I agree that divide-and-conquer is an approach useful in algorithms (especially if you pass Google's recruitment tests), but it's much more difficult in real life.
Social loafing exists in groups, and has been known since a long time.
Ringelmann measured the productivity at the beginning of the twentieth century, and discovered what is now named Ringelmann effect:
https://en.wikipedia.org/wiki/... [wikipedia.org]
Ringelmann's original article explains that a team of 8 persons produces the work of 4.
You may argue that you can optimize that by splitting in several groups, but the effect exists starting at 2 persons (85% of effort is produced).
To a certain degree, you can optimize a process by splitting tasks in independent subtasks, preferably assigned to one person each.
However, there are several major problems:
1) some tasks are not as independent as you may imagine
2) some tasks require that people with multiple domains work on them
3) some tasks are so long that it slows down the entire process. It is well known in Supply Chain that a single bottlenecks reduce your output.
4) splitted tasks become boring as hell
5) working alone doesn't improve your knowledge
So no, you didn't show that the Mythical Man-Month has been disproved.
You just showed that dividing tasks to a certain level may improve productivity, which is nothing new.
Also, applying efficiently DevOpt requires experienced managers.
Experience comes from mistakes and mixing various techniques, like ITIL, Scrum, DevOps, etc.
If you only use DevOps, I can assure you that you are bound to fail !
Re:Divide-and-conquer is an art (Score:4, Insightful)
To a certain degree, you can optimize a process by splitting tasks in independent subtasks, preferably assigned to one person each.

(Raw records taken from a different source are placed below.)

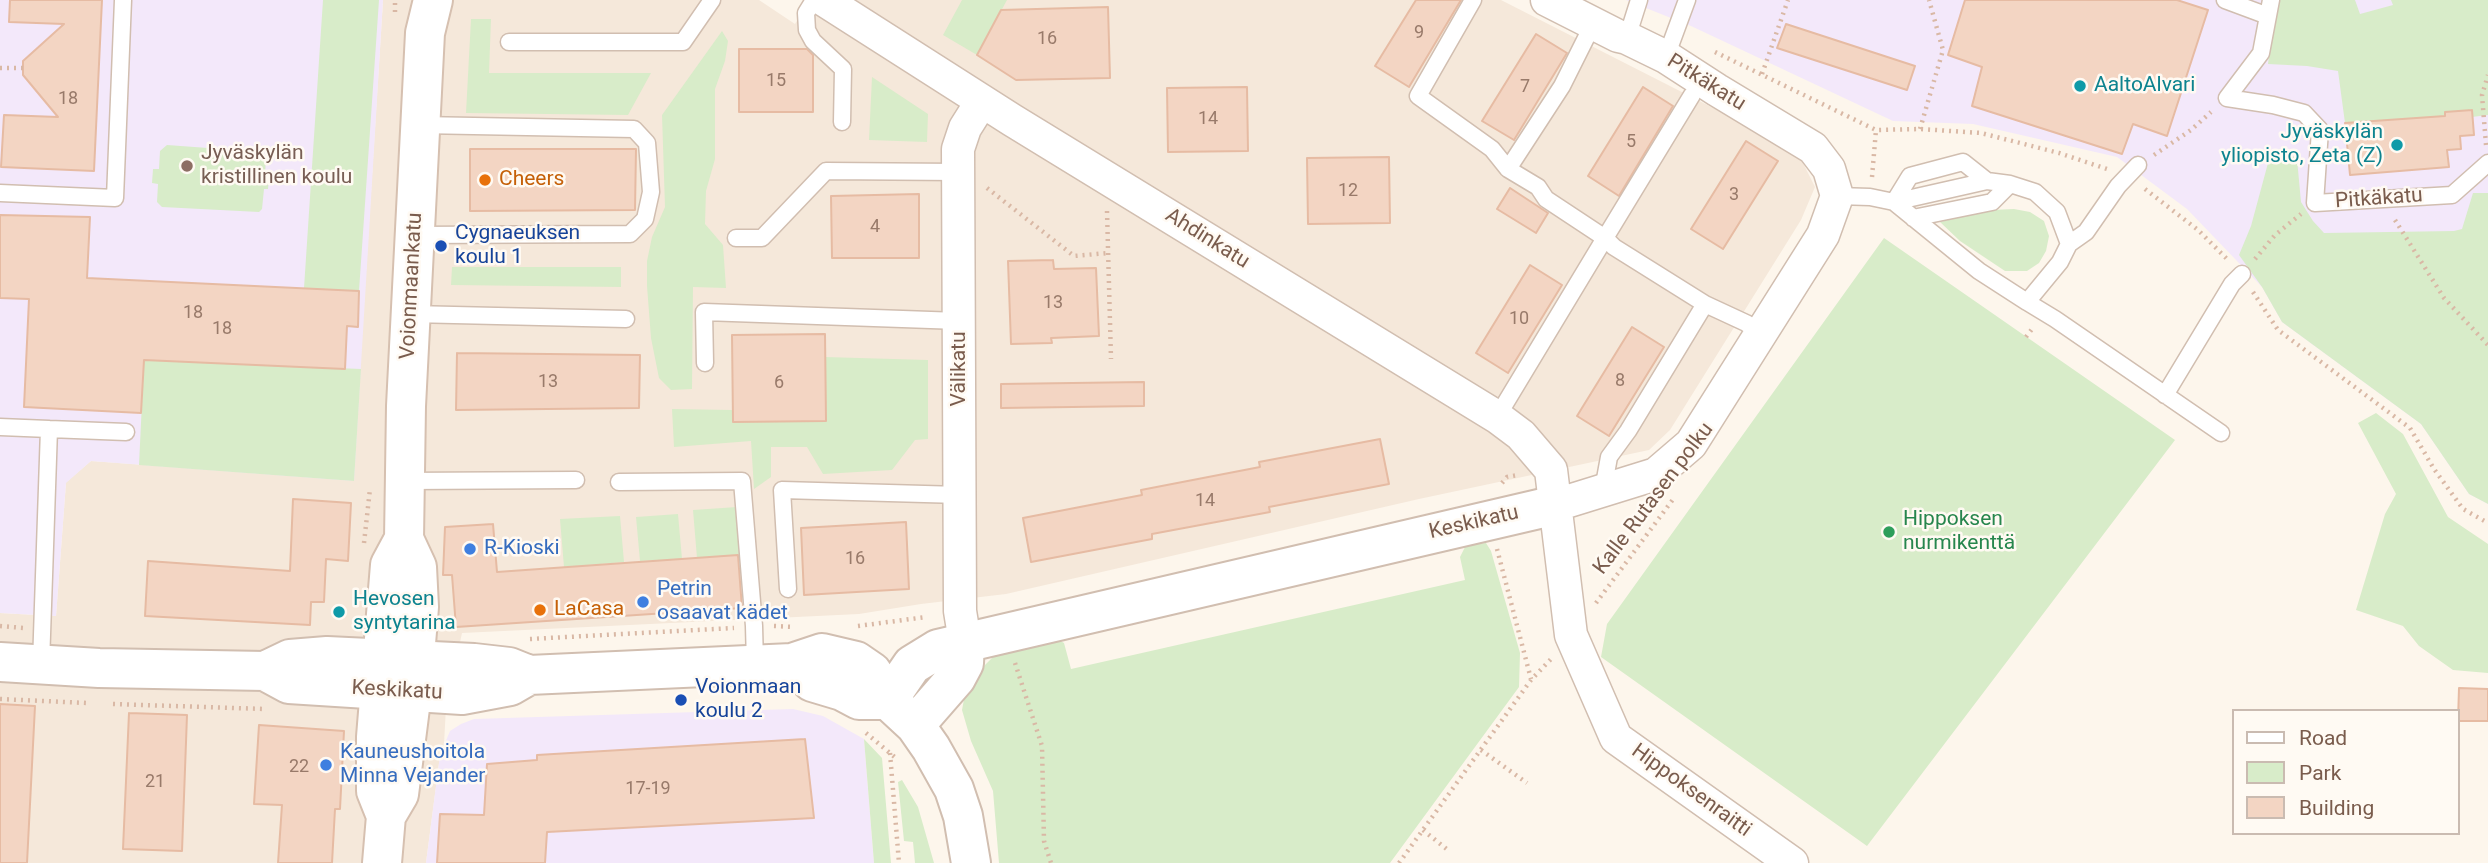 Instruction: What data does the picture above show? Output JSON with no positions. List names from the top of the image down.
{
  "streets": {
    "street": [
      "Pitkäkatu",
      "Ahdinkatu",
      "Voionmaankatu",
      "Välikatu",
      "Keskikatu",
      "Hippoksenraitti"
    ],
    "path": ["Kalle Rutasen polku"]
  },
  "crossings": [
    ["Pitkäkatu", "Keskikatu"],
    ["Ahdinkatu", "Välikatu"],
    ["Ahdinkatu", "Keskikatu"],
    ["Ahdinkatu", "Hippoksenraitti"],
    ["Voionmaankatu", "Keskikatu"],
    ["Välikatu", "Keskikatu"],
    ["Kalle Rutasen polku", "Hippoksenraitti"],
    ["Keskikatu", "Hippoksenraitti"]
  ],
  "places": [
    "AaltoAlvari",
    "Jyväskylän yliopisto, Zeta (Z)",
    "Jyväskylän kristillinen koulu",
    "Cheers",
    "Cygnaeuksen koulu 1",
    "Hippoksen nurmikenttä",
    "R-Kioski",
    "Petrin osaavat kädet",
    "LaCasa",
    "Hevosen syntytarina",
    "Voionmaan koulu 2",
    "Kauneushoitola Minna Vejander"
  ],
  "house_numbers": [
    "9",
    "16",
    "15",
    "7",
    "18",
    "14",
    "5",
    "12",
    "3",
    "4",
    "13",
    "18",
    "10",
    "18",
    "8",
    "13",
    "6",
    "14",
    "16",
    "22",
    "21",
    "17-19"
  ],
  "legend": ["Road", "Park", "Building"]
}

However, there are several major problems:
1) some tasks are not as independent as you may imagine
2) some tasks require that people with multiple domains work on them
3) some tasks are so long that it slows down the entire process. It is well known in Supply Chain that a single bottlenecks reduce your output.
4) splitted tasks become boring as hell
5) working alone doesn't improve your knowledge
In my experience, your first point is where most attempts at microservices fail. Someone designs a monolithic application - then management chops it up into little pieces and thinks they have microservices. But they don't have microservices because all the same interdependencies are still there. All they have are chunks of a bigger program.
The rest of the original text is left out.